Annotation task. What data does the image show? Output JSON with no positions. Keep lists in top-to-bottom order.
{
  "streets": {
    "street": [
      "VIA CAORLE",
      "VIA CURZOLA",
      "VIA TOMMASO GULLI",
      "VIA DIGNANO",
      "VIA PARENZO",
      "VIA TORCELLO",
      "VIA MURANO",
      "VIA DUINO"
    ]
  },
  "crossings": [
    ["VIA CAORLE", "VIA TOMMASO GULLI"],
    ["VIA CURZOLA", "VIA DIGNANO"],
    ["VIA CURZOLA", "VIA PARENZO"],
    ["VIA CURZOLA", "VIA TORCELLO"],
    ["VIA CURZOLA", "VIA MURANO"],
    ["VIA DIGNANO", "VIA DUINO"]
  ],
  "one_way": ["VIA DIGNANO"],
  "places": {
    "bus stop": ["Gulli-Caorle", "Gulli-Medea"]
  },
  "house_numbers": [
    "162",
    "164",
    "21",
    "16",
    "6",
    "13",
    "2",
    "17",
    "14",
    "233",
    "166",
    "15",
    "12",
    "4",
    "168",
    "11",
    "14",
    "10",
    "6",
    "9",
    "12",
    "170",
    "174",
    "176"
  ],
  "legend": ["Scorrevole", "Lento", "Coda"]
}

################

▸ **What is required**:
Retype the listing. Match it exactly.

▸ **Solved problem**:
Annotation task. What data does the image show? Output JSON with no positions. Keep lists in top-to-bottom order.
{
  "streets": {
    "street": [
      "VIA CAORLE",
      "VIA CURZOLA",
      "VIA TOMMASO GULLI",
      "VIA DIGNANO",
      "VIA PARENZO",
      "VIA TORCELLO",
      "VIA MURANO",
      "VIA DUINO"
    ]
  },
  "crossings": [
    ["VIA CAORLE", "VIA TOMMASO GULLI"],
    ["VIA CURZOLA", "VIA DIGNANO"],
    ["VIA CURZOLA", "VIA PARENZO"],
    ["VIA CURZOLA", "VIA TORCELLO"],
    ["VIA CURZOLA", "VIA MURANO"],
    ["VIA DIGNANO", "VIA DUINO"]
  ],
  "one_way": ["VIA DIGNANO"],
  "places": {
    "bus stop": ["Gulli-Caorle", "Gulli-Medea"]
  },
  "house_numbers": [
    "162",
    "164",
    "21",
    "16",
    "6",
    "13",
    "2",
    "17",
    "14",
    "233",
    "166",
    "15",
    "12",
    "4",
    "168",
    "11",
    "14",
    "10",
    "6",
    "9",
    "12",
    "170",
    "174",
    "176"
  ],
  "legend": ["Scorrevole", "Lento", "Coda"]
}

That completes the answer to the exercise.